The paper tackles the computational inefficiency of diffusion-based inverse algorithms by proposing Learnable Linear Extrapolation (LLE), a lightweight method that unifies various algorithms and optimizes combination coefficients to improve performance under few-step constraints, achieving consistent improvements across multiple tasks.

Diffusion-based inverse algorithms have shown remarkable performance across various inverse problems, yet their reliance on numerous denoising steps incurs high computational costs. While recent developments of fast diffusion ODE solvers offer effective acceleration for diffusion sampling without observations, their application in inverse problems remains limited due to the heterogeneous formulations of inverse algorithms and their prevalent use of approximations and heuristics, which often introduce significant errors that undermine the reliability of analytical solvers. In this work, we begin with an analysis of ODE solvers for inverse problems that reveals a linear combination structure of approximations for the inverse trajectory.

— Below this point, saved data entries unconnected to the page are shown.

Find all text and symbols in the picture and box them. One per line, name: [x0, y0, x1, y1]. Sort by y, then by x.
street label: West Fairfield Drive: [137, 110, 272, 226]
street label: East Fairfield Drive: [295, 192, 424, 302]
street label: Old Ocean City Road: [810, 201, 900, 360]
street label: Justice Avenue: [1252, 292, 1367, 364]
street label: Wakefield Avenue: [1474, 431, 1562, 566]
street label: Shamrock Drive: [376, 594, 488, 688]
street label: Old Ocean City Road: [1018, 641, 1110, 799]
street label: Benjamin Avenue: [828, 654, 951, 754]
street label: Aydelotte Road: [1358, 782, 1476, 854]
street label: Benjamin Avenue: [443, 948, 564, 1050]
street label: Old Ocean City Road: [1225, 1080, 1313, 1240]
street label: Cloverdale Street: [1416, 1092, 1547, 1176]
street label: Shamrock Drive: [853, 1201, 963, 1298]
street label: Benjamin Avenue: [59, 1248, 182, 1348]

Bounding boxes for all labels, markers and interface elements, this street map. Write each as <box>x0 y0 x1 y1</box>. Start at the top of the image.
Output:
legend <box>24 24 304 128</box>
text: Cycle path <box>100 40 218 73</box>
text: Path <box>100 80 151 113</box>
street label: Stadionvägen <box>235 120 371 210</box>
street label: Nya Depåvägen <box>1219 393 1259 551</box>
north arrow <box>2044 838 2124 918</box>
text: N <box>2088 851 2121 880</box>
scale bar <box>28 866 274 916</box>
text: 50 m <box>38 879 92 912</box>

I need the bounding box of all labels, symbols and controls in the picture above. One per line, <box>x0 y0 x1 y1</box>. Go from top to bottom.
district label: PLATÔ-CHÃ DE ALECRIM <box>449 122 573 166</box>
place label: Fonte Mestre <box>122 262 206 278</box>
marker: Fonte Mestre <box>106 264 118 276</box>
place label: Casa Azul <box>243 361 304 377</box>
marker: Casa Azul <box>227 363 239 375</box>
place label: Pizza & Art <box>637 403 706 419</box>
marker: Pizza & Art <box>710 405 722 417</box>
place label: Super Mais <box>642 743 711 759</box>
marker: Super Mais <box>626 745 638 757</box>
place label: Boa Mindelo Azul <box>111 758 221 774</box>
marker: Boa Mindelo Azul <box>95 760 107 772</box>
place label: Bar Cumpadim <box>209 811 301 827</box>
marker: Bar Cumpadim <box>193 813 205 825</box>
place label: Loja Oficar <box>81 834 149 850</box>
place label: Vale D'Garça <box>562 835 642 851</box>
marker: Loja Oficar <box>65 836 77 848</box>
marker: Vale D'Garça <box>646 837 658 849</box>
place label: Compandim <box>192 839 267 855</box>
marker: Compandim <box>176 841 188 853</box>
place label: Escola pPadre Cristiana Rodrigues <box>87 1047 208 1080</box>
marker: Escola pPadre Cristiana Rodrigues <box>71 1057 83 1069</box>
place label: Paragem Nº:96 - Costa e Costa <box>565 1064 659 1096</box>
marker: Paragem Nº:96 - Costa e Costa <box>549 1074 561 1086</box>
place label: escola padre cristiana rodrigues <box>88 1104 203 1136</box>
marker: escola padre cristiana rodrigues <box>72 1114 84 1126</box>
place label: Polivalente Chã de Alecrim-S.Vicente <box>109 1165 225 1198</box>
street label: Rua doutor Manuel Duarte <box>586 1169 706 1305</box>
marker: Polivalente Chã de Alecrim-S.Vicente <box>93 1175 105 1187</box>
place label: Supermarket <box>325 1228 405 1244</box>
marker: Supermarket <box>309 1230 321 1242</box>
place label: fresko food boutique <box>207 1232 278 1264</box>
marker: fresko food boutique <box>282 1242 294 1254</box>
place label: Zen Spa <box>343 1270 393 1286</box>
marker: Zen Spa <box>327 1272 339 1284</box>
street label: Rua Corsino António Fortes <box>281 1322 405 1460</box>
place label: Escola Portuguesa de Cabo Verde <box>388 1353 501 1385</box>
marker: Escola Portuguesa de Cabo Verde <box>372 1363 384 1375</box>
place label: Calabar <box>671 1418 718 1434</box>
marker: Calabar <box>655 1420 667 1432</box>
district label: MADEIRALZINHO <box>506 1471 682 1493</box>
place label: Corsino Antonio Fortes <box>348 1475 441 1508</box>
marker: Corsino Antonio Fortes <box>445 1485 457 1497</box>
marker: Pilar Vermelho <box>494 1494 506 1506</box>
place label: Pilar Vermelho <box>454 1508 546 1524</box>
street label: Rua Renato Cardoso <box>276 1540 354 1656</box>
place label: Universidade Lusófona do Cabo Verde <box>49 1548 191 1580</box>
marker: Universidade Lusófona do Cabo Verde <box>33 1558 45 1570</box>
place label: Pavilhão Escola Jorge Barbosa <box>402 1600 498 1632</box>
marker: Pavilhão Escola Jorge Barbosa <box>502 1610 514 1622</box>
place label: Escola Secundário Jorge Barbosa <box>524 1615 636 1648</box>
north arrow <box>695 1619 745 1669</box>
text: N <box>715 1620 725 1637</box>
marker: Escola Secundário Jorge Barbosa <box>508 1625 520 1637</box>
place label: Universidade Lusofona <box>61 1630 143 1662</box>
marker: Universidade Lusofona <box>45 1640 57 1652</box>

Building on this insight, we propose a canonical form that unifies a broad class of diffusion-based inverse algorithms and facilitates the design of more generalizable solvers. Inspired by the linear subspace search strategy, we propose Learnable Linear Extrapolation (LLE), a lightweight approach that universally enhances the performance of any diffusion-based inverse algorithm conforming to our canonical form. LLE optimizes the combination coefficients to refine current predictions using previous estimates, alleviating the sensitivity of analytical solvers for inverse algorithms. Extensive experiments demonstrate consistent improvements of the proposed LLE method across multiple algorithms and tasks, indicating its potential for more efficient solutions and boosted performance of diffusion-based inverse algorithms with limited steps. Codes for reproducing our experiments are available at https://github.com/weigerzan/LLE_inverse_problem.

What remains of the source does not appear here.